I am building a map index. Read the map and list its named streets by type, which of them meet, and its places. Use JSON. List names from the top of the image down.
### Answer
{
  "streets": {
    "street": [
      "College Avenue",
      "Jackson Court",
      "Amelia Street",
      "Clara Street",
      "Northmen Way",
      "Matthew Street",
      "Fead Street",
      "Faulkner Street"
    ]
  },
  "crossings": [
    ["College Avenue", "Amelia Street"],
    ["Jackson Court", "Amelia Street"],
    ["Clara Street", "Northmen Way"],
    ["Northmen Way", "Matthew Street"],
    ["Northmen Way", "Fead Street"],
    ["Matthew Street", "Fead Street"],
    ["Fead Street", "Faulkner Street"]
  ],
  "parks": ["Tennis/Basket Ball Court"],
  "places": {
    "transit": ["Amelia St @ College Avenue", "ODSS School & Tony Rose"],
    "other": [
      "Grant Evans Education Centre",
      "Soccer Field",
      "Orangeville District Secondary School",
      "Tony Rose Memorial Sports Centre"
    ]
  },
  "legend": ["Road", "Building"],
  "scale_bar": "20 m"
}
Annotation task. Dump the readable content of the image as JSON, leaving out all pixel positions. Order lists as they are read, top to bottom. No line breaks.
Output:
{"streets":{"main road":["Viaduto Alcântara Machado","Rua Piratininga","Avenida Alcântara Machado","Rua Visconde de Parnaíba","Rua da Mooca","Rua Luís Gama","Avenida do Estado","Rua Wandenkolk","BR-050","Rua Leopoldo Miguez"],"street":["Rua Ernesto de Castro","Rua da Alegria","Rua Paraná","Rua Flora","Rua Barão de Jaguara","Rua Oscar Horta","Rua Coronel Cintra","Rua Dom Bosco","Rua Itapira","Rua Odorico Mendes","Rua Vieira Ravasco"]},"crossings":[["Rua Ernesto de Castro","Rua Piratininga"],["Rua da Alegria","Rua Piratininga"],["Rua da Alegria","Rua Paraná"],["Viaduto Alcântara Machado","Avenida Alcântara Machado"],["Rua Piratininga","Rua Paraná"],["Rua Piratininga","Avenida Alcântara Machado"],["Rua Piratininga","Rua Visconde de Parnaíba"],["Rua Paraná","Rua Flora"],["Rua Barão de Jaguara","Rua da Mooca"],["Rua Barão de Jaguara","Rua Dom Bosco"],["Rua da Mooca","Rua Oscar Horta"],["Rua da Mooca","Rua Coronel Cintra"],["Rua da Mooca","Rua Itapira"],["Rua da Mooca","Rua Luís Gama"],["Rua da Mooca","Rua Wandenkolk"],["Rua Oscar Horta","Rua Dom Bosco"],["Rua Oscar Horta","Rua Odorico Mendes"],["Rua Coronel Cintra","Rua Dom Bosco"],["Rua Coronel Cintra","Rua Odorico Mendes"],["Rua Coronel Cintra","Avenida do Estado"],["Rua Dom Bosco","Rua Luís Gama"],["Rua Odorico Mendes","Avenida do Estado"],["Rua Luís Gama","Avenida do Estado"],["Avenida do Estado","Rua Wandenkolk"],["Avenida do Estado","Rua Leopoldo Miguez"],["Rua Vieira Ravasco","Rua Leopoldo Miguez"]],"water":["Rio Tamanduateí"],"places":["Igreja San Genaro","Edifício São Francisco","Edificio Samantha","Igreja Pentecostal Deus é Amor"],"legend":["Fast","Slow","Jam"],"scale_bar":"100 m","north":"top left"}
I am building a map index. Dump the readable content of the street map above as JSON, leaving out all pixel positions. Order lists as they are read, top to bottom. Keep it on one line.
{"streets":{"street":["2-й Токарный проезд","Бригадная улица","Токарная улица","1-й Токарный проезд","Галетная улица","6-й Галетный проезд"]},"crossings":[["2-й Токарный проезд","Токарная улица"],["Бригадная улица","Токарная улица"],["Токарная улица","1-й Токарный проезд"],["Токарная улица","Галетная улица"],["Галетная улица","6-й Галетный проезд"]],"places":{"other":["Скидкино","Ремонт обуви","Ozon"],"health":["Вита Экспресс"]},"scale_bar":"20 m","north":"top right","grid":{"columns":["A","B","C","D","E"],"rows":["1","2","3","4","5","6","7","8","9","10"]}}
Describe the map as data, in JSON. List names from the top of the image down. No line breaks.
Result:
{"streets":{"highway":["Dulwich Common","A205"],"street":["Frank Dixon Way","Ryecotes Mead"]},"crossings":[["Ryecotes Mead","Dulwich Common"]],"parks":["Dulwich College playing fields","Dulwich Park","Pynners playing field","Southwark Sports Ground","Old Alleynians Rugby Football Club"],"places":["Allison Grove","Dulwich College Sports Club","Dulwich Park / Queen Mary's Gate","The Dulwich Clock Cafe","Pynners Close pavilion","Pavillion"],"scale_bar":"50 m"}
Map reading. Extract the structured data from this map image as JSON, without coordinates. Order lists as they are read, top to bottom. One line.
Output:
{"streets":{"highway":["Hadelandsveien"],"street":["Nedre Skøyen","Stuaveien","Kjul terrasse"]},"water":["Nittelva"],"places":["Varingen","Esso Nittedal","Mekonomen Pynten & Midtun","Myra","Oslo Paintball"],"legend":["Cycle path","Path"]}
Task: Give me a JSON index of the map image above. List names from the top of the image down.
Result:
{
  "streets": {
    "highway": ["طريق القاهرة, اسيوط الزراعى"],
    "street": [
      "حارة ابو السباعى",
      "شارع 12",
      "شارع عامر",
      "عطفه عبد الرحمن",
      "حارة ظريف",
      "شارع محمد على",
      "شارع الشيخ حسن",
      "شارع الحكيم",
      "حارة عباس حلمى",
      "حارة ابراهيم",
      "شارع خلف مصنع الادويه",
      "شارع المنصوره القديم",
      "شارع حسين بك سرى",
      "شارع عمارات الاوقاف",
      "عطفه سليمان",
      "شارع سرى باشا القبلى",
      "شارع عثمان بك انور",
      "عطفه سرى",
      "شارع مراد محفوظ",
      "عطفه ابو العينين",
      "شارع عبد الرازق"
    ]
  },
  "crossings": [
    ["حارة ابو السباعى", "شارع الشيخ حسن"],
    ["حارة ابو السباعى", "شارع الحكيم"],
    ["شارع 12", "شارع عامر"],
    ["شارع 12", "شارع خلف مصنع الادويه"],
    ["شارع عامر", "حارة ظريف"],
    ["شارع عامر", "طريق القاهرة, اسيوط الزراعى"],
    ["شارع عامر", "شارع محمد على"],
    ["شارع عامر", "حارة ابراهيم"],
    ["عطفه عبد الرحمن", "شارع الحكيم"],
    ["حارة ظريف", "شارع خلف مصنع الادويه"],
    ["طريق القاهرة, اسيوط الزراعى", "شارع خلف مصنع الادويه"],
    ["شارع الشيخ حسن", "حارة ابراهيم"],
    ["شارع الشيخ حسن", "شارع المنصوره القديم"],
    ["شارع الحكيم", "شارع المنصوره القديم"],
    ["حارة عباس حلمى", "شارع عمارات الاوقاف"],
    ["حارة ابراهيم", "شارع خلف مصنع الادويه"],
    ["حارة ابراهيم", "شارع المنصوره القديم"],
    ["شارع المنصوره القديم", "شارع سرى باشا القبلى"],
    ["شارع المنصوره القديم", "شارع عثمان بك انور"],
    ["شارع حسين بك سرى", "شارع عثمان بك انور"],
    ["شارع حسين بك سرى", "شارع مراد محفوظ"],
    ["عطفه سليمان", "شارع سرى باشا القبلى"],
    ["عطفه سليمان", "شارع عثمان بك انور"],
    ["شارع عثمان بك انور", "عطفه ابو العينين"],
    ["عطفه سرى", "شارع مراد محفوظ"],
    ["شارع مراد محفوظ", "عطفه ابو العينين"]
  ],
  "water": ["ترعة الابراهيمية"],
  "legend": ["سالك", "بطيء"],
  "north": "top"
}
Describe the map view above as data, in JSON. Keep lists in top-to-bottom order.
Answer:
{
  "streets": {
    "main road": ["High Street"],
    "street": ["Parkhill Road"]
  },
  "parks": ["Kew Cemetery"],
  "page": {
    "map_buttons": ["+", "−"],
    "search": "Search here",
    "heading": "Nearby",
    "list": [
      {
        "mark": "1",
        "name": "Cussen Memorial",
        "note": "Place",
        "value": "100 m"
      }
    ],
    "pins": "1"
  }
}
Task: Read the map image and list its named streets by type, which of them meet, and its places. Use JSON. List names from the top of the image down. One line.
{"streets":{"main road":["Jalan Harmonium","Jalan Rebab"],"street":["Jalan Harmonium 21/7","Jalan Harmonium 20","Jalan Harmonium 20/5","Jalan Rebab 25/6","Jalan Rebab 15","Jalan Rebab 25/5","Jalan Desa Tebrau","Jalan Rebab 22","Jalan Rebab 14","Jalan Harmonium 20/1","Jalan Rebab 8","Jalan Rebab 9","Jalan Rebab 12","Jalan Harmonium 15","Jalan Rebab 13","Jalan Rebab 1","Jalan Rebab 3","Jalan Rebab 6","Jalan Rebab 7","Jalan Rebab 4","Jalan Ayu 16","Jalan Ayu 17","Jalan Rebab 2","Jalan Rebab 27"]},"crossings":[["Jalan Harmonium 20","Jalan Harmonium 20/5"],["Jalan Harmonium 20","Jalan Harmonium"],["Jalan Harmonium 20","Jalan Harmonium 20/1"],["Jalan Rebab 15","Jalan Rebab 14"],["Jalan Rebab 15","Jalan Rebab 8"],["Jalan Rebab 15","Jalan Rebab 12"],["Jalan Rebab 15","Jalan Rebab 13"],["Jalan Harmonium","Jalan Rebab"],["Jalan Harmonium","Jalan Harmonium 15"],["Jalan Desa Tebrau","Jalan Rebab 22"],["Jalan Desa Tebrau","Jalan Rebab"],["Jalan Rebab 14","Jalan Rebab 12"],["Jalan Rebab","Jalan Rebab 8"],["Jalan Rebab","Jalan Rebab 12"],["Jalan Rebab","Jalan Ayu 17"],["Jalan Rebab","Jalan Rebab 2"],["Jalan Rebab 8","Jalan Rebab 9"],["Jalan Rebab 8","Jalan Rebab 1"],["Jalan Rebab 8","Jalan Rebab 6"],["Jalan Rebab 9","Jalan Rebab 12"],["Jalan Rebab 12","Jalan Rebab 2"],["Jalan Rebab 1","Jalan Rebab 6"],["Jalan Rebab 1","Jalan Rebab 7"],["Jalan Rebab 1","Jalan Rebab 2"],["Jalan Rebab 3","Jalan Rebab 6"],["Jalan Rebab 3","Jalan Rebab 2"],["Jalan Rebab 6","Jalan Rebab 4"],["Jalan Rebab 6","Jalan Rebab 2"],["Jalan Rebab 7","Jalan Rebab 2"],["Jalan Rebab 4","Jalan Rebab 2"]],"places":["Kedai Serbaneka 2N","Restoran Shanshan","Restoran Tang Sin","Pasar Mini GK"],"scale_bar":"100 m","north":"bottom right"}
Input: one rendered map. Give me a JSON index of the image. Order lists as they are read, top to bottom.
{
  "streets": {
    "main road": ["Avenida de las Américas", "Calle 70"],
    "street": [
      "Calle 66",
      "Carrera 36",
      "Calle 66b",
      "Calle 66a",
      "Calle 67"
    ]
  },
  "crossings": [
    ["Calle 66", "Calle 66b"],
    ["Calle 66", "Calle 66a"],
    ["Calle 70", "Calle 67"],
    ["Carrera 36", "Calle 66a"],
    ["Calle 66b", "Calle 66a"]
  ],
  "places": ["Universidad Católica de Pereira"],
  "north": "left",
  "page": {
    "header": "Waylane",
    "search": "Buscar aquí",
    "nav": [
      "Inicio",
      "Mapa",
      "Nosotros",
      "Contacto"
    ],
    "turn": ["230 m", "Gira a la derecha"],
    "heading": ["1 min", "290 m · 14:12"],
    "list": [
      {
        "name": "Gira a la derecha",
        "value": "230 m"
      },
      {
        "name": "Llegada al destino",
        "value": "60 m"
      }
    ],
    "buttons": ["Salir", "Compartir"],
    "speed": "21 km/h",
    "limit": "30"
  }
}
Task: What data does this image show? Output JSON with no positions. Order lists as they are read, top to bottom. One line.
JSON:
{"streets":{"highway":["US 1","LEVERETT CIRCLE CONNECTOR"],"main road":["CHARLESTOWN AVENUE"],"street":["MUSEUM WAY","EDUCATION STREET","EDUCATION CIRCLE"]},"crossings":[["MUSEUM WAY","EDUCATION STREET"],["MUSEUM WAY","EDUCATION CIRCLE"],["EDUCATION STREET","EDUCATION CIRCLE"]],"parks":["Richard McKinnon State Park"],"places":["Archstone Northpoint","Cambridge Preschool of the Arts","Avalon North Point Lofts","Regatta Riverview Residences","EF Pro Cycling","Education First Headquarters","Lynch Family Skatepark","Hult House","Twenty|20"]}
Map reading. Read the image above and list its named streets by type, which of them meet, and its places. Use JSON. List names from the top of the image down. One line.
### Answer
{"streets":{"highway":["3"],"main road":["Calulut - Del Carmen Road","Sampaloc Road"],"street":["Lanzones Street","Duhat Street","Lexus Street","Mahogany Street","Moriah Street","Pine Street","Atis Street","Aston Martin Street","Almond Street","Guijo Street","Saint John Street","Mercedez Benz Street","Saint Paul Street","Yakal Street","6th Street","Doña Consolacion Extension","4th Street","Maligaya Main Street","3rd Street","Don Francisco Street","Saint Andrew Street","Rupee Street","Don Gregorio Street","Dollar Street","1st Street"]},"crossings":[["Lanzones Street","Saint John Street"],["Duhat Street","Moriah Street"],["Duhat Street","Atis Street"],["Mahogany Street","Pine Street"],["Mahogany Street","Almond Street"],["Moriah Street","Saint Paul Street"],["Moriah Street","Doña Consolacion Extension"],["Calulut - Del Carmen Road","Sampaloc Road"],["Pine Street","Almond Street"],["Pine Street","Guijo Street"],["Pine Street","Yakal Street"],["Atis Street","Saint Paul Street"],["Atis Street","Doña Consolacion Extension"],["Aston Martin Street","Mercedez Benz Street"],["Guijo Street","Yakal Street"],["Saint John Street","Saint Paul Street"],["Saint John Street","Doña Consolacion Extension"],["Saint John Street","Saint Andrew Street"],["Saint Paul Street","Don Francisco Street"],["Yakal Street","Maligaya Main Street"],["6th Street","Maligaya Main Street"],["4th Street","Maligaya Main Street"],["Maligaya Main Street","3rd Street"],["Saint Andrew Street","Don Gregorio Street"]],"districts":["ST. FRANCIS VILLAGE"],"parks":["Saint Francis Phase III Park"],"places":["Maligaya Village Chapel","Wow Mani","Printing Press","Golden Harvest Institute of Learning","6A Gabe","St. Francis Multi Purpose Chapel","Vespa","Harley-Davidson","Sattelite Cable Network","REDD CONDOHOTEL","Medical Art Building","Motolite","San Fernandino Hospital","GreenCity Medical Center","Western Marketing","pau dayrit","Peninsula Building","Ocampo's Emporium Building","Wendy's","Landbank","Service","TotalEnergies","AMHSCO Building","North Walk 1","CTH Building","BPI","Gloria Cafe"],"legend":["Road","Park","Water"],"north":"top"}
|---|
### INSTRUCTIONS TO FOLLOW
Copy out only the lines of the records above from the one with "Input: one rendered" through the one with "Map reading. Read", exactly as they stand, both included.

### ANSWER BELOW
Input: one rendered map. Give me a JSON index of the image. Order lists as they are read, top to bottom.
{
  "streets": {
    "main road": ["Avenida de las Américas", "Calle 70"],
    "street": [
      "Calle 66",
      "Carrera 36",
      "Calle 66b",
      "Calle 66a",
      "Calle 67"
    ]
  },
  "crossings": [
    ["Calle 66", "Calle 66b"],
    ["Calle 66", "Calle 66a"],
    ["Calle 70", "Calle 67"],
    ["Carrera 36", "Calle 66a"],
    ["Calle 66b", "Calle 66a"]
  ],
  "places": ["Universidad Católica de Pereira"],
  "north": "left",
  "page": {
    "header": "Waylane",
    "search": "Buscar aquí",
    "nav": [
      "Inicio",
      "Mapa",
      "Nosotros",
      "Contacto"
    ],
    "turn": ["230 m", "Gira a la derecha"],
    "heading": ["1 min", "290 m · 14:12"],
    "list": [
      {
        "name": "Gira a la derecha",
        "value": "230 m"
      },
      {
        "name": "Llegada al destino",
        "value": "60 m"
      }
    ],
    "buttons": ["Salir", "Compartir"],
    "speed": "21 km/h",
    "limit": "30"
  }
}
Task: What data does this image show? Output JSON with no positions. Order lists as they are read, top to bottom. One line.
JSON:
{"streets":{"highway":["US 1","LEVERETT CIRCLE CONNECTOR"],"main road":["CHARLESTOWN AVENUE"],"street":["MUSEUM WAY","EDUCATION STREET","EDUCATION CIRCLE"]},"crossings":[["MUSEUM WAY","EDUCATION STREET"],["MUSEUM WAY","EDUCATION CIRCLE"],["EDUCATION STREET","EDUCATION CIRCLE"]],"parks":["Richard McKinnon State Park"],"places":["Archstone Northpoint","Cambridge Preschool of the Arts","Avalon North Point Lofts","Regatta Riverview Residences","EF Pro Cycling","Education First Headquarters","Lynch Family Skatepark","Hult House","Twenty|20"]}
Map reading. Read the image above and list its named streets by type, which of them meet, and its places. Use JSON. List names from the top of the image down. One line.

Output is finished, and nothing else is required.